Monday, December 16, 2013

Life Today

I had monitoring for my first Frozen Embryo Transfer (FET) on Saturday. It will be far less invasive and less time consuming however it is much less likely to work and I am not even expecting that the two embryos we have left will even survive the thaw, but it is something instead of nothing. Christmas is now a week and a half away and I have been finding myself internally angry a lot of the time. It's not that I'm taking anger out on a single soul - or at least, I hope I am not - but inside my head, there are angry, awful thoughts and mean words for almost every situation I find myself in and almost every person I come across. I know this is not healthy and I also recognize that it is me who is the problem (if it smells like shit everywhere you go, check under your own shoe, and all that).

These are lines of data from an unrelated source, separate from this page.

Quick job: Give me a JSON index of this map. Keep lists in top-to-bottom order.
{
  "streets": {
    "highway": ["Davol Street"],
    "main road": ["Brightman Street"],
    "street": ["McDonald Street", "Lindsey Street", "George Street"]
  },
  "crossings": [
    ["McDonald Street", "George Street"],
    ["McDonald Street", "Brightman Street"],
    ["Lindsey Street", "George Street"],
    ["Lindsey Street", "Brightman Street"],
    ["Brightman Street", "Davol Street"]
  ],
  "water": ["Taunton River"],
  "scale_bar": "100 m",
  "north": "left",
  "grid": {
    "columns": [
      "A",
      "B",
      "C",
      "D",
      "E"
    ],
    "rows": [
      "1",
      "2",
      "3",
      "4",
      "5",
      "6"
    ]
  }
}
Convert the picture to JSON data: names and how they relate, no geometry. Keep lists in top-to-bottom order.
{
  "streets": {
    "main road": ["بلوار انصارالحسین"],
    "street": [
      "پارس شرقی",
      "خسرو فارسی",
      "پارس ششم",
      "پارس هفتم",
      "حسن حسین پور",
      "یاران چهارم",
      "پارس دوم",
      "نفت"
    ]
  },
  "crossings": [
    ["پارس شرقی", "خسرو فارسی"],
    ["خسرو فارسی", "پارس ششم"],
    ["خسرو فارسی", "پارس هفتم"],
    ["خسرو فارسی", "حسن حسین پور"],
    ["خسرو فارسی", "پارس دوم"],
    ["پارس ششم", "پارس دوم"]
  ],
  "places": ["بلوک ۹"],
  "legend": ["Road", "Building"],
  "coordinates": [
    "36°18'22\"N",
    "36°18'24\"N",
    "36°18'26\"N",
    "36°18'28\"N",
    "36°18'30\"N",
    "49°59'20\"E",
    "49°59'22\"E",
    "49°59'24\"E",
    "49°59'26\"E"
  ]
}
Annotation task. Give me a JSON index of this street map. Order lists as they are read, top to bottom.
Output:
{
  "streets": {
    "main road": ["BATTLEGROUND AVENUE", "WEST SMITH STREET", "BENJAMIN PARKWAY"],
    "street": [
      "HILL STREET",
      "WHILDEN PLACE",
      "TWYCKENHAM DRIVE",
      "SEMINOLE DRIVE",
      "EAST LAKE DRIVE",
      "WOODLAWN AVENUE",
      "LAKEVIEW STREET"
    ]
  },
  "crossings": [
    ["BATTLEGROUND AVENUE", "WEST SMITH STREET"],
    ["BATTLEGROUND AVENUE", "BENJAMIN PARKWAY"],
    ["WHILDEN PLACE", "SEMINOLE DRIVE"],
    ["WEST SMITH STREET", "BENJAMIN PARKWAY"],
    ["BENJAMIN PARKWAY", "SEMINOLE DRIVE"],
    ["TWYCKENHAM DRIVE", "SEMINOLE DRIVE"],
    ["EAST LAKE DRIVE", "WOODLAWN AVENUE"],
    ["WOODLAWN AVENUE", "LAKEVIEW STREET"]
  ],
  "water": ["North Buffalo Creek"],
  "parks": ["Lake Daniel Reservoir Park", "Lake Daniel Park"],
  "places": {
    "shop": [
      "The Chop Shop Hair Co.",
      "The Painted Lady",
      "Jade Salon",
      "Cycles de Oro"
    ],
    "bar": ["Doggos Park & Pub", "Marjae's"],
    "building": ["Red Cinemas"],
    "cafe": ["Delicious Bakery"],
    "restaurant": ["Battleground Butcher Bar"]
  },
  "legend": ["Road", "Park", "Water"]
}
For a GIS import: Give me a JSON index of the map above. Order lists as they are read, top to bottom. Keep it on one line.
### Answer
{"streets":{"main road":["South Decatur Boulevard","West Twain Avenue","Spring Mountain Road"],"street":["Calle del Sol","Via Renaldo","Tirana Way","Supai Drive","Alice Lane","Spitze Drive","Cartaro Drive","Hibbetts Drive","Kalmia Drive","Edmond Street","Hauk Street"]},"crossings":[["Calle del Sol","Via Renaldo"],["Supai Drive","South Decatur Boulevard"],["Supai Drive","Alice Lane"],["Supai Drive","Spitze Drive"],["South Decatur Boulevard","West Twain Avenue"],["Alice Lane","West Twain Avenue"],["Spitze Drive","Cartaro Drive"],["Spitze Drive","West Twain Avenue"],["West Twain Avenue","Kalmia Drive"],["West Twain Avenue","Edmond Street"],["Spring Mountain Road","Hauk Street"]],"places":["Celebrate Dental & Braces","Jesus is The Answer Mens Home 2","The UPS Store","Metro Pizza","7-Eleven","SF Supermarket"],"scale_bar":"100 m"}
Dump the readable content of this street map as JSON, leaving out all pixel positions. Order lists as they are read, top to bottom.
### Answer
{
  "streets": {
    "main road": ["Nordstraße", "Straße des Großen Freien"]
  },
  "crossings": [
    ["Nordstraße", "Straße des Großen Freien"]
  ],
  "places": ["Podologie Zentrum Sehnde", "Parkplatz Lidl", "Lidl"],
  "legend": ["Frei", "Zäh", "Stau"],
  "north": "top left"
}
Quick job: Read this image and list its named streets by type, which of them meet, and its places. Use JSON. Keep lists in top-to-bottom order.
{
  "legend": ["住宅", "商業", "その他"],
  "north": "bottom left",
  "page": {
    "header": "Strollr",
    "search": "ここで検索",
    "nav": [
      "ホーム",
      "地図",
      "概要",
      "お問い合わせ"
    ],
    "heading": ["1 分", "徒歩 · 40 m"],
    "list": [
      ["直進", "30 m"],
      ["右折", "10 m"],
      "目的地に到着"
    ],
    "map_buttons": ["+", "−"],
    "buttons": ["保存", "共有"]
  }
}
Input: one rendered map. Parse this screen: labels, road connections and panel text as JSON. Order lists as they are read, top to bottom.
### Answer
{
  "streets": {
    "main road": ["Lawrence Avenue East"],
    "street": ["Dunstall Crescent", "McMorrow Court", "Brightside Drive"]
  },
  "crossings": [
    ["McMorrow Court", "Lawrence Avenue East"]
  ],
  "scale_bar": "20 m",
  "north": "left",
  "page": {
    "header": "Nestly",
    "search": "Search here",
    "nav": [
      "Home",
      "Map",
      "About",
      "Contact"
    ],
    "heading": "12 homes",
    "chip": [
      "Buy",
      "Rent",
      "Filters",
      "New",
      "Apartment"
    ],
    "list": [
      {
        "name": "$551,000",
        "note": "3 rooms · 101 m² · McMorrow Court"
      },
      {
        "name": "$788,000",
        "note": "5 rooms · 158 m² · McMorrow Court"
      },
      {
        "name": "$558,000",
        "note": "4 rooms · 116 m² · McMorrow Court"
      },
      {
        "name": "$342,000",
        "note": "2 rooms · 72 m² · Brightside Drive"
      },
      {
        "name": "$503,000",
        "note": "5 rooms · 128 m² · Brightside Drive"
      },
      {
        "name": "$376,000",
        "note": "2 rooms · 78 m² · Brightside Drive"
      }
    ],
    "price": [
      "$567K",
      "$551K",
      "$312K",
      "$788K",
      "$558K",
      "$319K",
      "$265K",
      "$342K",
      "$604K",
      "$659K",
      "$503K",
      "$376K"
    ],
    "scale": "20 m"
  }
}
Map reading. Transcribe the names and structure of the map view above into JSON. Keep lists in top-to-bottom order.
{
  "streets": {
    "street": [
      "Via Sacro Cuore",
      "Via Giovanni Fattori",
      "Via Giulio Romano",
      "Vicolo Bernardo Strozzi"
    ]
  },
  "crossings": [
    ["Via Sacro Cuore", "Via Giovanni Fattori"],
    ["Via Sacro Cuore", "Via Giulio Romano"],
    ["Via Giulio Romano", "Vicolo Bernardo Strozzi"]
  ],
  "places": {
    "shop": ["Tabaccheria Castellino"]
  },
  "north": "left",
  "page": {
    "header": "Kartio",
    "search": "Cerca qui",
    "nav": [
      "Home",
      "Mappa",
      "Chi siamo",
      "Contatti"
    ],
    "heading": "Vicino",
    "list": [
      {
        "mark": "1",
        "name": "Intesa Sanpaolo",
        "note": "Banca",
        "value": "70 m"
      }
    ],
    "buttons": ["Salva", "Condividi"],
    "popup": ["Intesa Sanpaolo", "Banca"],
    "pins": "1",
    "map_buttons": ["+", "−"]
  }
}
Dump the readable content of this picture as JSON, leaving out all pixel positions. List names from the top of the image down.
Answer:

Being aware of the anger and having an idea of where it stems from is all well and good, but how to let go? For some reason, I thought perhaps the teachings of Buddha would help me. I have no idea what brought this on or why I knew to turn to Buddhism, but I did and for the time being, I feel slightly at peace, although I know that I have a very long way to go and will need many, many reminders along the way. I thought I'd share something I read before bed last night from "Buddha In Blue Jeans" by the poet and Zen priest, Tai Sheridan:

Pain Is Natural
Pain is a natural part of life, 
Learn to accept it, 
Learn to take care of it
as best you can. 

Decrease the complaining. 
Decrease the self-centeredness around it.
Everybody has pain. 

Breathe and relax
into the pain 
as best you can. 

Please accept natural pain. 

Because that's what the anger is about, isn't it, in the end? It's due to the pain and suffering that consumes us and makes us forget that we are not alone and that our pain is not the only pain. I've been trying to remind myself this year that I can choose to say, "No one has any idea what I'm going through," or, I can say, "I have no idea what anyone else is going through." It's very hard, much harder than self-pity but it does help.